Madhava eventually uncovers the truth about the Rudraraju brothers' involvement and confronts them. During the battle, Aadi Seshu, gravely injured, confesses Madhava’s innocence to the family. Madhava defeats the Rudraraju brothers but chooses to distance himself from his family, feeling burdened by his responsibilities. In the end, just as Madhava is about to leave, he witnesses a man teasing his sisters, prompting him to return and protect them. The film concludes with the message that Madhava, despite his tough exterior, never abandons his family.

== Cast ==

- Chiranjeevi as Madhav Rao / Hitler
- Rajendra Prasad as Balu / Balachandra
- Rambha as Bujji
- Dasari Narayana Rao as Madhava's father
- Rami Reddy as Rudraraju
- Prakash Raj as Chinna
- Ponnambalam as Rudraraju's brother
- Brahmanandam as Appala Konda
- Babu Mohan as Jabar
- Sudhakar as Kantha Rao
- Ali in a Cameo appearance
- Kitty as Aadiseshu
- Achyuth as Collector
- Ananth as Kantha Rao's gang
- Tirupathi Prakash as Kantha Rao's gang
- Uttej as Kantha Rao's gang
- Narayana Rao as Prof.
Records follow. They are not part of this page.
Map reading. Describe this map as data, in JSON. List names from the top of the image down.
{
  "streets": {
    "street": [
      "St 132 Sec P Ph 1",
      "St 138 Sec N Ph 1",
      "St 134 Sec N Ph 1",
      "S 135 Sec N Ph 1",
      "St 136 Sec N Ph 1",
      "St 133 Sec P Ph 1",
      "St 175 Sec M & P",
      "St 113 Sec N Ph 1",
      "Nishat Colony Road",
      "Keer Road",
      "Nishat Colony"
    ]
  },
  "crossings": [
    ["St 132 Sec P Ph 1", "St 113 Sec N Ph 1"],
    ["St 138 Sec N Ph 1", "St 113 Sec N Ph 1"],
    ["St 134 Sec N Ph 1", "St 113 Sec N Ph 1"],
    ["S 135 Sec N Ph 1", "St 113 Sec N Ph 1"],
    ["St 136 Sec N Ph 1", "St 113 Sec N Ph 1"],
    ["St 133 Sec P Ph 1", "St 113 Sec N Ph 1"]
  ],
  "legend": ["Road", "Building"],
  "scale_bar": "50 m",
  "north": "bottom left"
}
Mohana Rao
- Kallu Chidambaram as Barber
- Rudra (Ashwini) as Sarada, first Sister
- Mohini as Ammu / Annapurna, Second Sister
- Padmasri as Lakshmi, third Sister
- Gayatri as Gayatri, fourth Sister
- Meena Kumari as Saraswati, fifth sister
- Subha as Aadiseshu's wife
- Kalpana Rai as Gangamma
- Y. Vijaya as Dance Teacher
- Master Baladitya as Young Madhav Rao
- Baby Shrestha

== Production ==
Editor Mohan who brought the remake rights of the Malayalam film Hitler (1996) sought to remake the film in Telugu with Mohan Babu as the lead. He approached director E. V. V. Satyanarayana to helm the remake but Satyanarayana politely rejected the offer as he was already teaming up with Mohan Babu for Adirindi Alludu (1996) and Veedevadandi Babu (1997). Subsequently, Chiranjeevi expressed interest in the project after being impressed with the script, agreeing to star in the film.

Following the success of Pavitra Bandham (1996), Muthyala Subbaiah was approached by Mohan to direct the Telugu version of Hitler. Mohan, familiar with Subbaiah’s skill in crafting emotional narratives, believed he was the right choice for the project. Subbaiah, a longtime admirer of Chiranjeevi, suggested the actor for the lead role after watching the original. However, Mohan revealed that Chiranjeevi had already approved the project and endorsed Subbaiah as the director due to his expertise in handling sentiment-driven stories.

At the time, Chiranjeevi had been on a year-long hiatus, rejecting scripts that didn't interest him. He wanted unique roles with strong stories, which Hitler offered. When he agreed to join the project, it became a hot topic in the industry. Fans congratulated Subbaiah but also sent warning letters, stressing that the film had to succeed. Despite the expectations, Subbaiah remained confident in the story's potential. He made several adjustments to the screenplay to better resonate with Telugu audiences, focusing on emotional depth and local sensibilities.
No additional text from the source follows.